START Input for this task
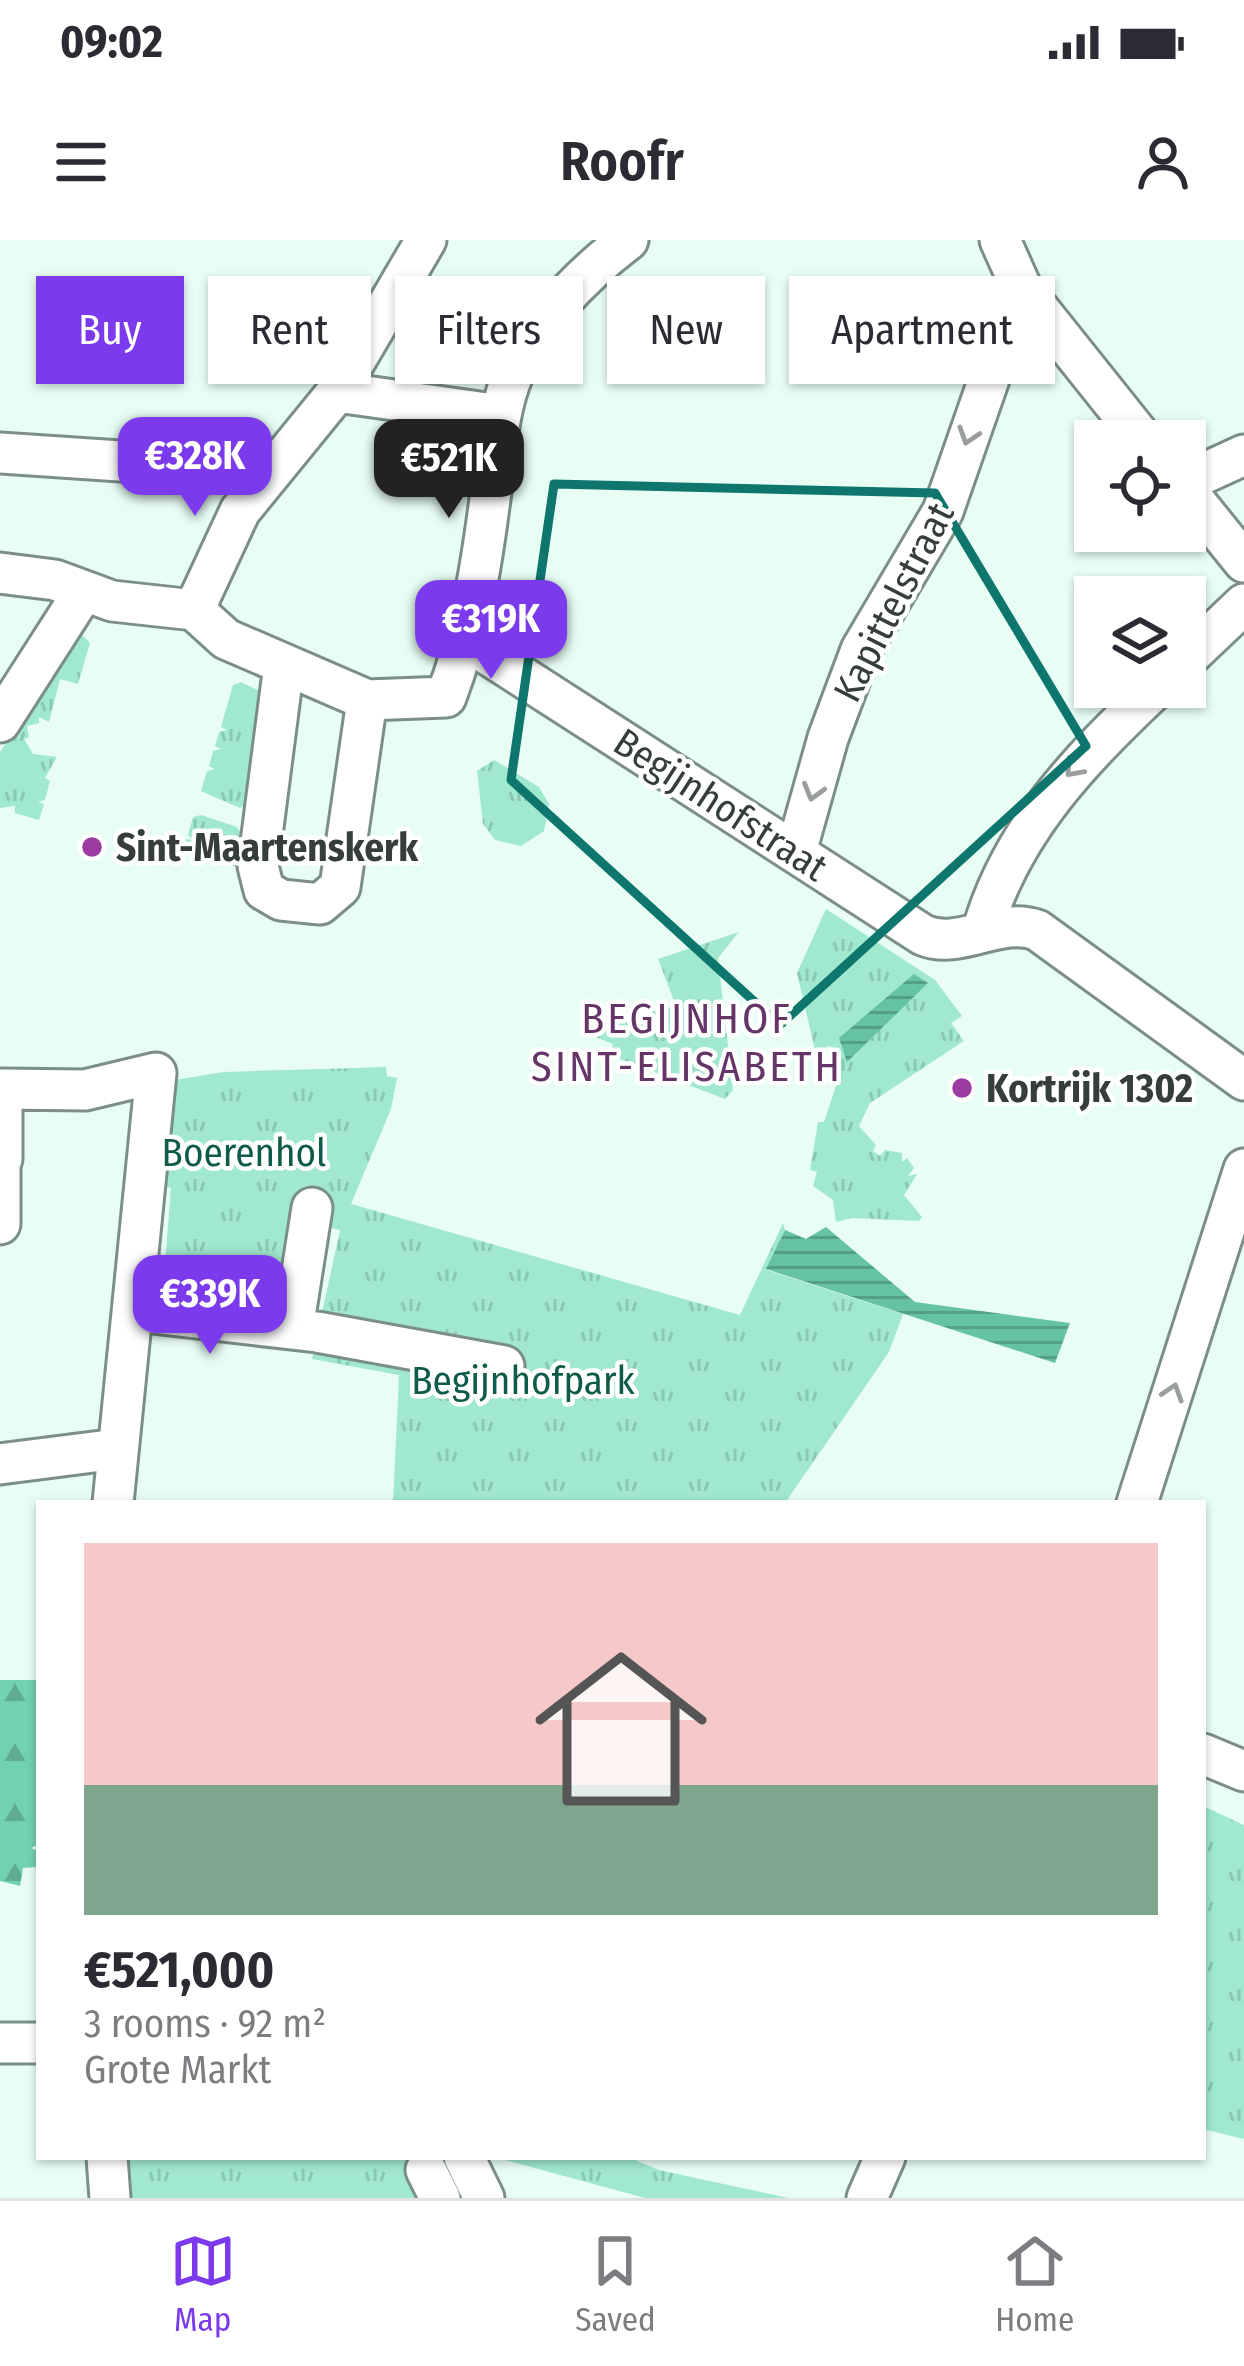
<!DOCTYPE html>
<meta charset="utf-8">
<style>
:root{--surface:#fff;--page:#f2f2f3;--text:#2b2b33;--muted:#7c7c81;--line:#e1e1e2;--accent:#7c3aed}
body{margin:0;font-family:"Fira Sans Condensed",sans-serif;background:var(--page);color:var(--text);height:100vh;display:flex;flex-direction:column;font-size:45px;white-space:nowrap}
*{box-sizing:border-box;margin:0}
p{font-size:39px;color:var(--muted)}
.icon{flex:none;width:66px;height:66px;fill:none;stroke:currentColor;stroke-width:2;stroke-linecap:round;stroke-linejoin:round}
.map{position:relative;flex:1;overflow:hidden}
.sheet{position:absolute;left:36px;top:1260px;width:1170px;height:660px;display:flex;flex-direction:column;background:var(--surface);border-radius:0px;box-shadow:0 3px 9px #0004}
.sheet>*{flex:none}
.top-card{position:absolute;left:36px;top:36px;width:1173px;height:108px;display:flex;gap:24px}
.tools{position:absolute;left:1074px;top:180px;display:grid;gap:24px}
.tools a{display:grid;place-items:center;width:132px;height:132px;border-radius:0px;background:var(--surface);box-shadow:0 3px 9px #0004;font-size:60px}
.price{position:absolute;translate:-50% -102px;padding:0 27px;border-radius:24px;background:var(--accent);color:#fff;font-size:39px;line-height:78px;filter:drop-shadow(0 3px 6px #0008)}
.price::after{content:'';position:absolute;left:50%;top:72px;width:36px;height:27px;margin-left:-18px;background:inherit;clip-path:polygon(0 0,100% 0,50% 100%)}
.price.on{background:#222;color:#fff}
ul{padding:0;list-style:none}
li{display:grid;align-content:center;gap:24px;height:636px;padding:0 48px}
li span{display:grid;place-items:center;height:372px;border-radius:0px;color:#555}
li>.icon{margin-inline-start:auto}
span .icon{width:216px;height:216px;fill:#fffc;stroke-width:1}
li b{font-size:51px}
.chip{padding:0 42px;border-radius:0px;background:var(--surface);box-shadow:0 3px 9px #0004;font-size:42px;line-height:108px}
.chip.on{background:var(--accent);color:#fff}
.status{display:flex;justify-content:space-between;align-items:center;height:84px;padding:0 60px;background:var(--surface);direction:ltr}
.status svg{height:33px;fill:currentColor}
header{display:flex;justify-content:space-between;align-items:center;height:156px;padding:0 48px;background:var(--surface);font-size:54px;font-weight:600}
.tabs{display:flex;justify-content:space-around;align-items:center;height:168px;border-top:3px solid var(--line);background:var(--surface);font-size:33px;color:var(--muted)}
.tabs a{display:grid;justify-items:center;gap:6px}
.tabs .on{color:var(--accent)}
.map>svg:first-child{display:block}
.grass{fill:url(#grass-tufts)}
.forest{fill:url(#forest-firs)}
.water{fill:url(#water-rules)}
.lines{fill:none;stroke-linecap:round;stroke-linejoin:round}
.minor-casing{stroke:#7b8f87;stroke-width:45}
.minor{stroke:#fff;stroke-width:39}
.oneway{stroke:#9a9e9d}
.marked{fill:none;stroke:#0f766e;stroke-width:9;stroke-linejoin:round}
.poi-dot{fill:#9b3aa1;stroke:#fff;stroke-width:4.5}
.labels{text-anchor:middle;stroke-width:9;stroke-linejoin:round;paint-order:stroke}
.street-label{font-size:39px;fill:#363e3b;stroke:#fff}
.poi-label{font-size:39px;font-weight:bold;fill:#363e3b;stroke:#fff;text-anchor:start}
.park-label{font-size:39px;fill:#0d5b48;stroke:#fff}
.neighbourhood-label{font-size:42px;letter-spacing:3px;fill:#653568;stroke:#fff}
</style>
<div class="status"><b>09:02</b><svg viewBox="0 0 49 12"><path d="M0 12V9h3v3zM5 12V6h3v6zM10 12V3h3v9zM15 12V0h3v12zM26 1h20v11H26zM47 4h2v5h-2z"/></svg></div>
<header><svg class="icon" aria-label="menu" viewBox="0 0 24 24"><path d="M4 6h16M4 12h16M4 18h16"/></svg>Roofr<svg class="icon" aria-label="person" viewBox="0 0 24 24"><circle cx="12" cy="8" r="4"/><path d="M4 21q1-7 8-7t8 7"/></svg></header>
<div class="map">
<svg width="1244" height="1958" viewBox="0 0 1244 1958">
<defs>
<pattern id="grass-tufts" width="24" height="20" patternUnits="userSpaceOnUse" patternTransform="scale(3)"><rect width="24" height="20" fill="#a0e8cf"/><path d="M3 7l-1-3M5 7V3M7 7l1-3M15 17l-1-3M17 17v-4M19 17l1-3" fill="none" stroke="#8ac8b3"/></pattern>
<pattern id="forest-firs" width="22" height="20" patternUnits="userSpaceOnUse" patternTransform="scale(3)"><rect width="22" height="20" fill="#73d1b3"/><path d="M5 1l3.5 6h-7zM16 11l3.5 6h-7z" fill="#5fab93"/></pattern>
<pattern id="water-rules" width="6" height="5" patternUnits="userSpaceOnUse" patternTransform="scale(3)"><rect width="6" height="5" fill="#65c2a5"/><path d="M0 2.5h6" fill="none" stroke="#549f88"/></pattern>
</defs>
<rect width="100%" height="100%" fill="#e8fef5"/>
<path class="grass" d="M81 394 90 403 78 444 60 439 49 482 39 477V483L27 486 29 497 24 499 33 514 57 517 45 538 50 541 45 560 38 562 44 564 39 580 15 573V566L0 568V512Z
M241 442 264 453 250 562 240 568 201 551 207 531 215 529 209 526 213 511 221 509 215 506 219 492 227 490 221 487 233 445Z
M494 520 539 547 549 564 544 591 521 606 495 600 483 584 477 531Z
M201 575 237 587 245 599 237 627 214 622 210 613 208 620 182 614 186 599 193 600 188 595 193 577Z
M826 669 935 740 962 776 951 783 964 801 870 863 859 886 876 905 873 911 880 916 885 910 902 913V922L907 918 914 928 908 936 917 934 904 955 922 977 919 981 852 978 836 982 833 960 813 946 817 932 810 930 818 882H824L840 833 831 806 815 810 797 733Z
M739 692 718 718 733 850 725 859 610 815 613 804 593 796 598 783 676 766 658 719Z
M386 827 387 836 397 838 391 869 351 964 740 1075 783 983 785 990 767 1030 903 1074 889 1112 785 1263H393L399 1135 312 1119 340 990 289 978 282 1064 163 1049 171 948 158 945 169 841 223 832Z
M1203 1566 1244 1585V1899L1203 1889Z
M114 1917H444L447 1920 408 1939 416 1958H118Z
M494 1917H628L659 1930 788 1958H645Z"/>
<path class="forest" d="M0 1440H39V1604L31 1608 38 1611V1627L23 1628 20 1646 0 1641Z"/>
<path class="water" d="M914 734 928 743 847 822 839 798Z
M826 987 915 1062 1070 1083 1055 1123 766 1029 785 990 806 999Z"/>
<g class="lines">
<defs>
<path id="minor" d="M1000 0 1021 47 1144 201
M337 152 501 175
M0 213 269 231
M1185 242 1244 215
M1185 249 1244 322
M0 333 55 340 112 361 194 370
M194 370 226 399 367 460 446 457C471 391 481 328 490 259 496 217 497 170 514 132 539 78 582 35 628 0
M194 370 240 271 337 152 426 0
M467 401 923 695C960 711 999 676 1037 690L1244 840
M1185 420 1244 364
M284 425 258 626 264 650 281 660 320 664 340 647 367 460
M0 482 84 351
M796 612 828 498 861 410 943 271 1021 47
M982 692C1011 590 1082 518 1157 447
M2 849 85 850 156 833 113 1263
M0 919V984
M2 919V849
M135 1071 317 1092 504 1126
M293 1089 312 968
M0 1224 117 1209
M1137 1263 1244 929
M1203 1514 1244 1531
M0 1803H39
M107 1917 110 1958
M464 1917 484 1958
M426 1930 440 1958
M867 1958 885 1917"/>
</defs>
<use href="#minor" class="minor-casing"/>
<use href="#minor" class="minor"/>
</g>
<defs><path id="oneway-chevron" d="M-2-3.5L2.5 0L-2 3.5" fill="none" stroke-width="1.6" stroke-linecap="round" stroke-linejoin="round" transform="scale(3)"/></defs>
<g class="oneway">
<use href="#oneway-chevron" transform="translate(968 196) rotate(108)"/>
<use href="#oneway-chevron" transform="translate(1073 529) rotate(132)"/>
<use href="#oneway-chevron" transform="translate(813 552) rotate(106)"/>
<use href="#oneway-chevron" transform="translate(1173 1152) rotate(-72)"/>
</g>
<path class="marked" d="M554 244 935 253 1086 506 780 785 511 540Z"/>
<g class="poi-dot">
<circle cx="92" cy="607" r="12"/>
<circle cx="962" cy="848" r="12"/>
</g>
<g class="labels">
<g class="street-label">
<text transform="translate(893 362) rotate(-63)" y="14">Kapittelstraat</text>
<text transform="translate(721 564) rotate(33)" y="14">Begijnhofstraat</text>
</g>
<g class="poi-label">
<text x="116" y="621">Sint-Maartenskerk</text>
<text x="986" y="862">Kortrijk 1302</text>
</g>
<g class="park-label">
<text x="244" y="926">Boerenhol</text>
<text x="523" y="1154">Begijnhofpark</text>
</g>
<g class="neighbourhood-label">
<text x="687" y="793">BEGIJNHOF<tspan x="687" dy="48">SINT-ELISABETH</tspan></text>
</g>
</g>
</svg>
<div class="tools">
<a><svg class="icon" aria-label="locate" viewBox="0 0 24 24"><circle cx="12" cy="12" r="6"/><path d="M12 2v4M12 18v4M2 12h4M18 12h4"/></svg></a>
<a><svg class="icon" aria-label="layers" viewBox="0 0 24 24"><path d="M12 4l9 5-9 5-9-5zM3 14l9 5 9-5"/></svg></a>
</div>
<b class="price" style="left:195px;top:279px">€328K</b>
<b class="price on" style="left:449px;top:281px">€521K</b>
<b class="price" style="left:491px;top:442px">€319K</b>
<b class="price" style="left:210px;top:1117px">€339K</b>
<div class="top-card">
<a class="chip on">Buy</a>
<a class="chip">Rent</a>
<a class="chip">Filters</a>
<a class="chip">New</a>
<a class="chip">Apartment</a>
</div>
<section class="sheet">
<ul>
<li><span style="background:linear-gradient(#f6c9c9 65%,#7fa58c 0)"><svg class="icon" aria-label="home" viewBox="0 0 24 24"><path d="M3 11l9-7 9 7M6 9v11h12V9"/></svg></span><div><b>€521,000</b><p>3 rooms · 92 m²</p><p>Grote Markt</p></div></li>
</ul>
</section>
</div>
<nav class="tabs">
<a class="on"><svg class="icon" aria-label="map" viewBox="0 0 24 24"><path d="M3 6l6-2 6 2 6-2v14l-6 2-6-2-6 2zM9 4v14M15 6v14"/></svg>Map</a>
<a><svg class="icon" aria-label="saved" viewBox="0 0 24 24"><path d="M7 4h10v16l-5-4-5 4z"/></svg>Saved</a>
<a><svg class="icon" aria-label="home" viewBox="0 0 24 24"><path d="M3 11l9-7 9 7M6 9v11h12V9"/></svg>Home</a>
</nav>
END Input for this task
> **What the task asks**: When the word "neighbourhood" appears in a line of the listing, pull that line out.

> **Solution for this exercise**:
.neighbourhood-label{font-size:42px;letter-spacing:3px;fill:#653568;stroke:#fff}
<g class="neighbourhood-label">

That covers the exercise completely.